(WHAT TO PRODUCE)
Print every record below exactly as it stands, but leave out the pictures.
#### SUPPLIED ENTRIES ####
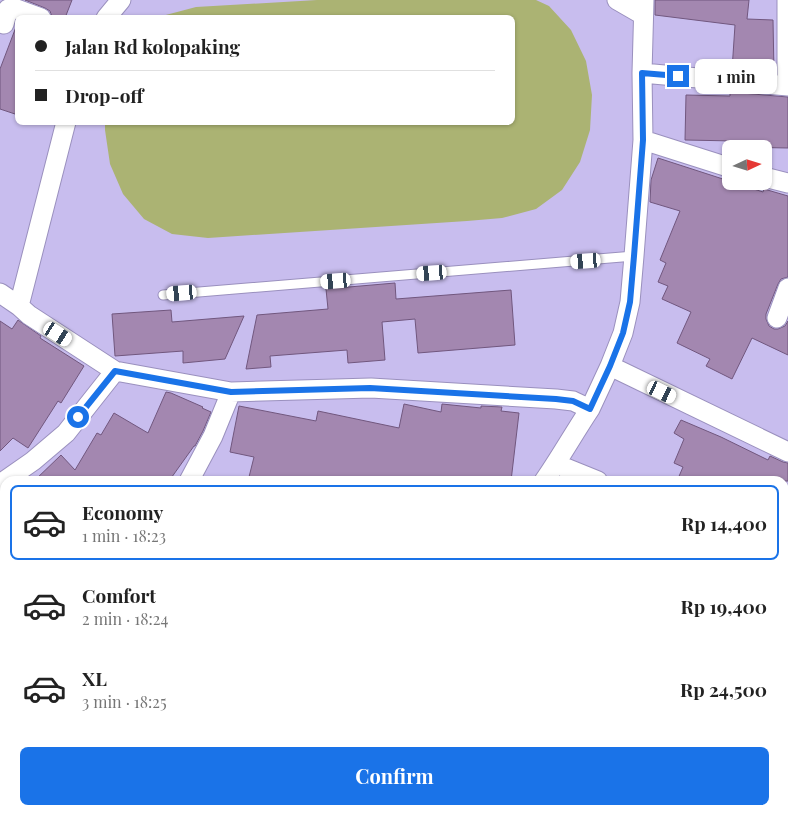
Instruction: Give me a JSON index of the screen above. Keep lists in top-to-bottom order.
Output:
{
  "north": "right",
  "page": {
    "banner": ["Jalan Rd kolopaking", "Drop-off"],
    "bubble": "1 min",
    "list": [
      {
        "name": "Economy",
        "note": "1 min · 18:23",
        "value": "Rp 14,400"
      },
      {
        "name": "Comfort",
        "note": "2 min · 18:24",
        "value": "Rp 19,400"
      },
      {
        "name": "XL",
        "note": "3 min · 18:25",
        "value": "Rp 24,500"
      }
    ],
    "buttons": "Confirm"
  }
}
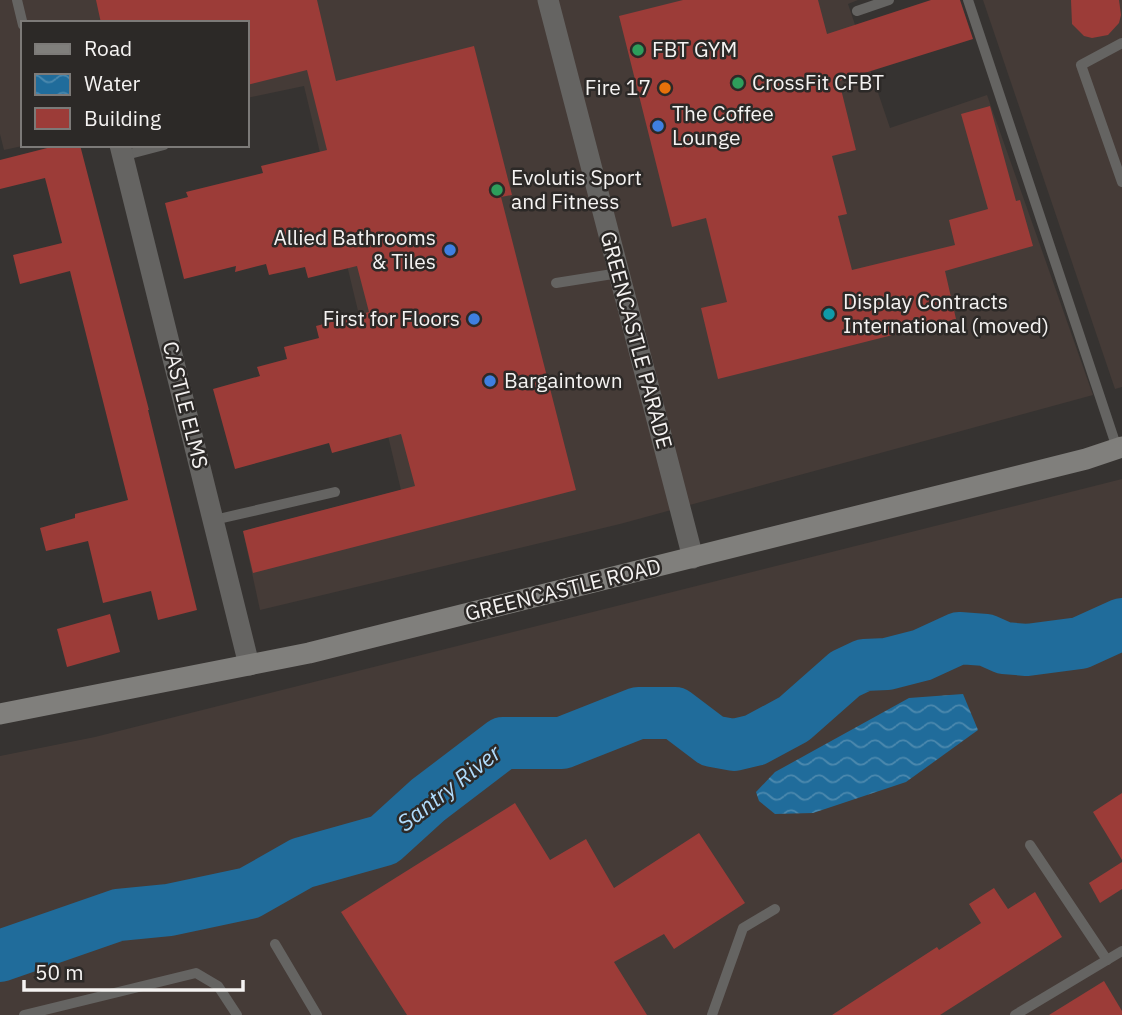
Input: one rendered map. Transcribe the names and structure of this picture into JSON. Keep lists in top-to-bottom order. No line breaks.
####
(WRITTEN ANSWER)
Instruction: Give me a JSON index of the screen above. Keep lists in top-to-bottom order.
Output:
{
  "north": "right",
  "page": {
    "banner": ["Jalan Rd kolopaking", "Drop-off"],
    "bubble": "1 min",
    "list": [
      {
        "name": "Economy",
        "note": "1 min · 18:23",
        "value": "Rp 14,400"
      },
      {
        "name": "Comfort",
        "note": "2 min · 18:24",
        "value": "Rp 19,400"
      },
      {
        "name": "XL",
        "note": "3 min · 18:25",
        "value": "Rp 24,500"
      }
    ],
    "buttons": "Confirm"
  }
}
Input: one rendered map. Transcribe the names and structure of this picture into JSON. Keep lists in top-to-bottom order. No line breaks.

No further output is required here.